» Task details:
Wherever the string "body" appears in the records, return the line that holds it.

» Collected data:
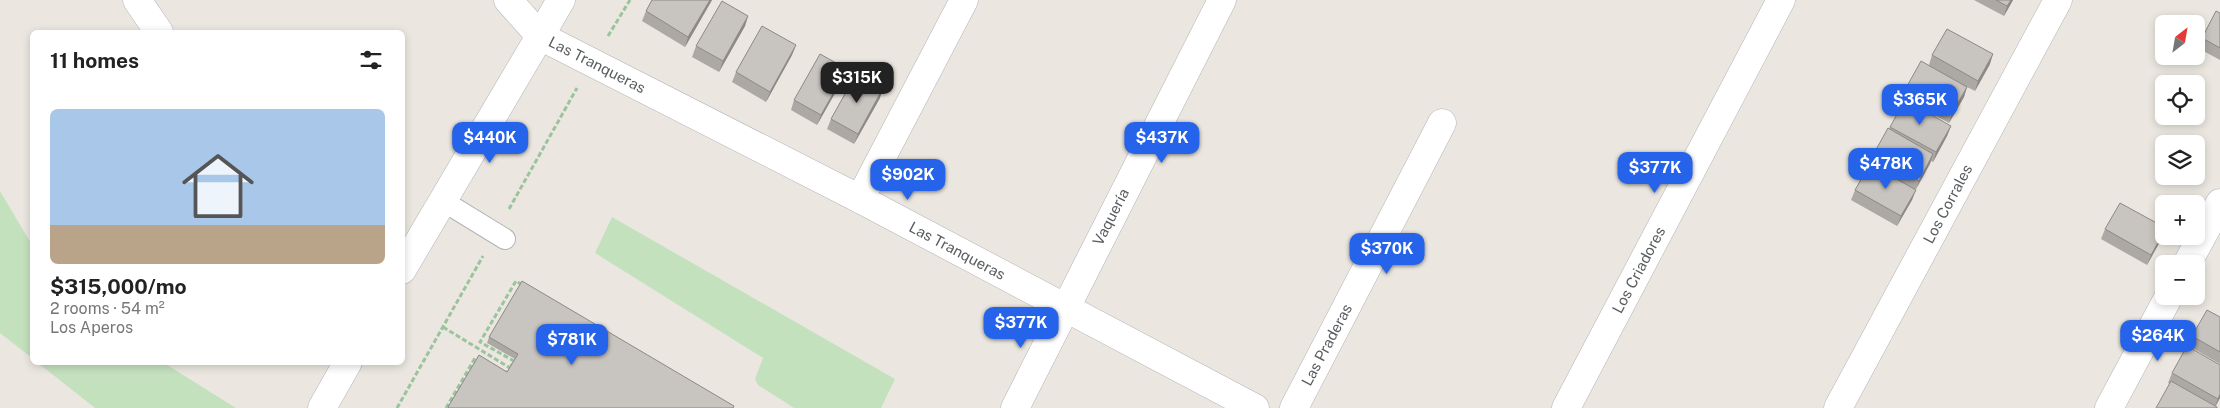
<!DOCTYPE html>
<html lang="en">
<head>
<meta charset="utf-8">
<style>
	:root { --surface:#fff; --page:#f2f2f2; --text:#222; --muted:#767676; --accent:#2563eb }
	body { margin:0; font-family:"Public Sans",sans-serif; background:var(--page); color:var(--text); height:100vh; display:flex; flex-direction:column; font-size:19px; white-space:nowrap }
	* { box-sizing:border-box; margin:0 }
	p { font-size:16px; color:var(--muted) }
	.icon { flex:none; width:28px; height:28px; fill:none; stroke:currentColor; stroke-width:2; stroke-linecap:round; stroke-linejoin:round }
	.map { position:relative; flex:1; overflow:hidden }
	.sheet { position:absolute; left:30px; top:30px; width:375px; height:335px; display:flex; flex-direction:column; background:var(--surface); border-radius:8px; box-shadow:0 2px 8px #0003 }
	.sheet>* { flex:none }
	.needle { width:32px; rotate:31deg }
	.tools { position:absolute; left:2155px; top:15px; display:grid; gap:10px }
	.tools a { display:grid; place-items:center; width:50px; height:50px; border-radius:8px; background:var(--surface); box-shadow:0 2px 8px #0003; font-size:25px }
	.price { position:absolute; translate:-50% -42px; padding:0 11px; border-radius:10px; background:var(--accent); color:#fff; font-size:16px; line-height:32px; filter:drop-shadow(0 1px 2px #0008) }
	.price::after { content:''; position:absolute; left:50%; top:30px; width:15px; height:11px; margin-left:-8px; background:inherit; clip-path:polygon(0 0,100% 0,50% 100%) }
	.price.active { background:#222; color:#fff }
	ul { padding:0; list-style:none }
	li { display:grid; align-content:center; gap:10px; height:265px; padding:0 20px }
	li span { display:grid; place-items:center; height:155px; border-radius:8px; color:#555 }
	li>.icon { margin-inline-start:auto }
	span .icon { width:90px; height:90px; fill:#fffc; stroke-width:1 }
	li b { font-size:21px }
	h2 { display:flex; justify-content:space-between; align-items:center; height:60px; padding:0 20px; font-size:21px }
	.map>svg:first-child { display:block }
</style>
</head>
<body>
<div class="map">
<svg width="2220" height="408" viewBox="0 0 2220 408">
	<rect width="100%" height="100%" fill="#ebe7e0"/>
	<path fill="#c4e1be" d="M 0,191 L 32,245 L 32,358 L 0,333 Z
		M 612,217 L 895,379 L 881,408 L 794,408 L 758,385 L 755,379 L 763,358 L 595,253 Z
		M 38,363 L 164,363 L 236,408 L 95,408 Z"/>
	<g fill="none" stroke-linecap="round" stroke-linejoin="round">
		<defs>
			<path id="service" d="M 443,201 L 505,239"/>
			<path id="minor" d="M 137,0 L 159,32
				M 508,0 L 540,36 L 561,0
				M 860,199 L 964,0
				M 2187,264 L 2220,203
				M 1015,408 L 1222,0
				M 1294,408 L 1442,123
				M 1566,408 L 1781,0
				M 1838,408 L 2058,0
				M 2109,408 L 2169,296"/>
			<path id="tertiary" d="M 402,270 L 540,36 L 860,199 L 1255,408
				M 322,408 L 348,362"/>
		</defs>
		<use href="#service" stroke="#b1b4b7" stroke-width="22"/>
		<use href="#minor" stroke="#b1b4b7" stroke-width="29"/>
		<use href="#tertiary" stroke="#b1b4b7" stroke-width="29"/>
		<path stroke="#9ac49e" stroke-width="3" stroke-dasharray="5 2.5" stroke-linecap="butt" d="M 608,36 L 630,0
			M 509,209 L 577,88
			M 443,327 L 510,368 L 505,375
			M 510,368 L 514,361 L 480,342 L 516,281 L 524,286
			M 397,408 L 483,256
			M 446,408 L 475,358 L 480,361"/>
		<use href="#service" stroke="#fff" stroke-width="20"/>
		<use href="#minor" stroke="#fff" stroke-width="28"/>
		<use href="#tertiary" stroke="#fff" stroke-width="28"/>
	</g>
	<path fill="#aca9a5" d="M 652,0 L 712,0 L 685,47 L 642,21 L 646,11 Z
		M 1974,0 L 2013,0 L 2004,16 Z
		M 2220,13 L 2220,60 L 2198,48 L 2202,38 Z
		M 748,16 L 745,26 L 719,72 L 692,57 L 696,46 Z
		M 796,45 L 792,55 L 766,102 L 732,82 L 736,72 Z
		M 1932,55 L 1990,64 L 1975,91 L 1967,87 L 1964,97 L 1949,123 L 1903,98 L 1906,88 L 1929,65 Z
		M 843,79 L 817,125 L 791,110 L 794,100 Z
		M 880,98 L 854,144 L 827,129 L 831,119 Z
		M 1951,126 L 1947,136 L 1933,162 L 1931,161 L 1915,190 L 1912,200 L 1897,226 L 1851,200 L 1855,190 L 1869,165 L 1873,155 L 1890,127 Z
		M 2105,229 L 2162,238 L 2147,265 L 2101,239 Z
		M 2220,317 L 2220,364 L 2189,346 L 2192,336 Z
		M 489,337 L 734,406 L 733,408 L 448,408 L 479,355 L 507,372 L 515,359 L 487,343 Z
		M 2172,373 L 2220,398 L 2216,406 L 2168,383 Z"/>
	<path fill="#8c8986" d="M 710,0 L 712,0 L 685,47 L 688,37 Z
		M 2011,0 L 2013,0 L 2004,16 L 2007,6 Z
		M 748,16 L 745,26 L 719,72 L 723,61 Z
		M 796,45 L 792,55 L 766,102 L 770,92 Z
		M 1993,54 L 1990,64 L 1975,91 L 1978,81 Z
		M 847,69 L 843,79 L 817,125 L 821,115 Z
		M 1967,87 L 1964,97 L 1949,123 L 1952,113 Z
		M 883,88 L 880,98 L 854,144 L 858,134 Z
		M 1951,126 L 1947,136 L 1933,162 L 1936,152 Z
		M 1933,154 L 1930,164 L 1915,191 L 1919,181 Z
		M 1916,190 L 1912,200 L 1897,226 L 1901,216 Z
		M 2164,232 L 2162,238 L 2147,265 L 2151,255 Z
		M 2220,394 L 2220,398 L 2214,408 L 2218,399 Z"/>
	<path fill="#c8c4c0" stroke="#8c8986" d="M 652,0 L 710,0 L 688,37 L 646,11 Z
		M 1996,0 L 2011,0 L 2007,6 Z
		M 722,1 L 748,16 L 723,61 L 696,46 Z
		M 2216,11 L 2220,13 L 2220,48 L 2202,38 Z
		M 762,26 L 796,45 L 770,92 L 736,72 Z
		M 1947,29 L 1993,54 L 1978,81 L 1932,55 Z
		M 820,54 L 847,69 L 821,115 L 794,100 Z
		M 1921,61 L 1967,87 L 1952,113 L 1906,88 Z
		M 856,74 L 883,88 L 858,134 L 831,119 Z
		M 1905,100 L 1951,126 L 1936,152 L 1890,127 Z
		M 1888,128 L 1933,154 L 1919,181 L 1873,155 Z
		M 1870,164 L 1916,190 L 1901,216 L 1855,190 Z
		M 2120,203 L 2164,227 L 2164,232 L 2151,255 L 2105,229 Z
		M 522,281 L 734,406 L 733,408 L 449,408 L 448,407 L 479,355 L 507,372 L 518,354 L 489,337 Z
		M 2207,310 L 2220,317 L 2220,352 L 2192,336 Z
		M 2187,346 L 2220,365 L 2220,394 L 2218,399 L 2172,373 Z
		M 2171,381 L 2217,407 L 2217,408 L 2156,408 Z"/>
	<g text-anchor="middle" stroke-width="4" stroke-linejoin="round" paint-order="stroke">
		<g font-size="15" fill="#595d60" stroke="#fff">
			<text transform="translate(597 65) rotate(27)" y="5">Las Tranqueras</text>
			<text transform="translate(1948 204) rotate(-62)" y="5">Los Corrales</text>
			<text transform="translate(1111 217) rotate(-63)" y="5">Vaquería</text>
			<text transform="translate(957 251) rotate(28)" y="5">Las Tranqueras</text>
			<text transform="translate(1639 270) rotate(-62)" y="5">Los Criadores</text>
			<text transform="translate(1327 345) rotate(-62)" y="5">Las Praderas</text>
		</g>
	</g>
</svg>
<div class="tools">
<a><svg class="needle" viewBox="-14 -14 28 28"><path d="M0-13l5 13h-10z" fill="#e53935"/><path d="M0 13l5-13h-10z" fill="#767676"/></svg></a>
<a><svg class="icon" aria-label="locate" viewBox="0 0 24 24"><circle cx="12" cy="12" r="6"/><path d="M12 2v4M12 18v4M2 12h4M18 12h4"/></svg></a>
<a><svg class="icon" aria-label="layers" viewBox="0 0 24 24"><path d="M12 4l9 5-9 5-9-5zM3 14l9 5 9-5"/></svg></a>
<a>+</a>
<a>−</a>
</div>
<b class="price active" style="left:857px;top:104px">$315K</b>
<b class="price" style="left:1920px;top:126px">$365K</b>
<b class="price" style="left:490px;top:164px">$440K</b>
<b class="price" style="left:1162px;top:164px">$437K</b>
<b class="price" style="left:1886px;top:190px">$478K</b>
<b class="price" style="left:1655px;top:194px">$377K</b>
<b class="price" style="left:908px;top:201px">$902K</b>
<b class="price" style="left:1387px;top:275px">$370K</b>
<b class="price" style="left:1021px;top:349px">$377K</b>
<b class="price" style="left:2158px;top:362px">$264K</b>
<b class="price" style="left:572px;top:366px">$781K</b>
<section class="sheet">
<h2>11 homes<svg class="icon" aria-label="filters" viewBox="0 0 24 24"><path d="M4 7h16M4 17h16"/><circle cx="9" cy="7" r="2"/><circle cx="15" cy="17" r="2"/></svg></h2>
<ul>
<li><span style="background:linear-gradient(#a9c7e8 75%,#b9a48a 0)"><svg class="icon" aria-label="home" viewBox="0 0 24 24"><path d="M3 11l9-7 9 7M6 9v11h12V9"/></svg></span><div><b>$315,000/mo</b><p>2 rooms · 54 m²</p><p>Los Aperos</p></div></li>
</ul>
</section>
</div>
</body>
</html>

» Written response:
	body { margin:0; font-family:"Public Sans",sans-serif; background:var(--page); color:var(--text); height:100vh; display:flex; flex-direction:column; font-size:19px; white-space:nowrap }
<body>
</body>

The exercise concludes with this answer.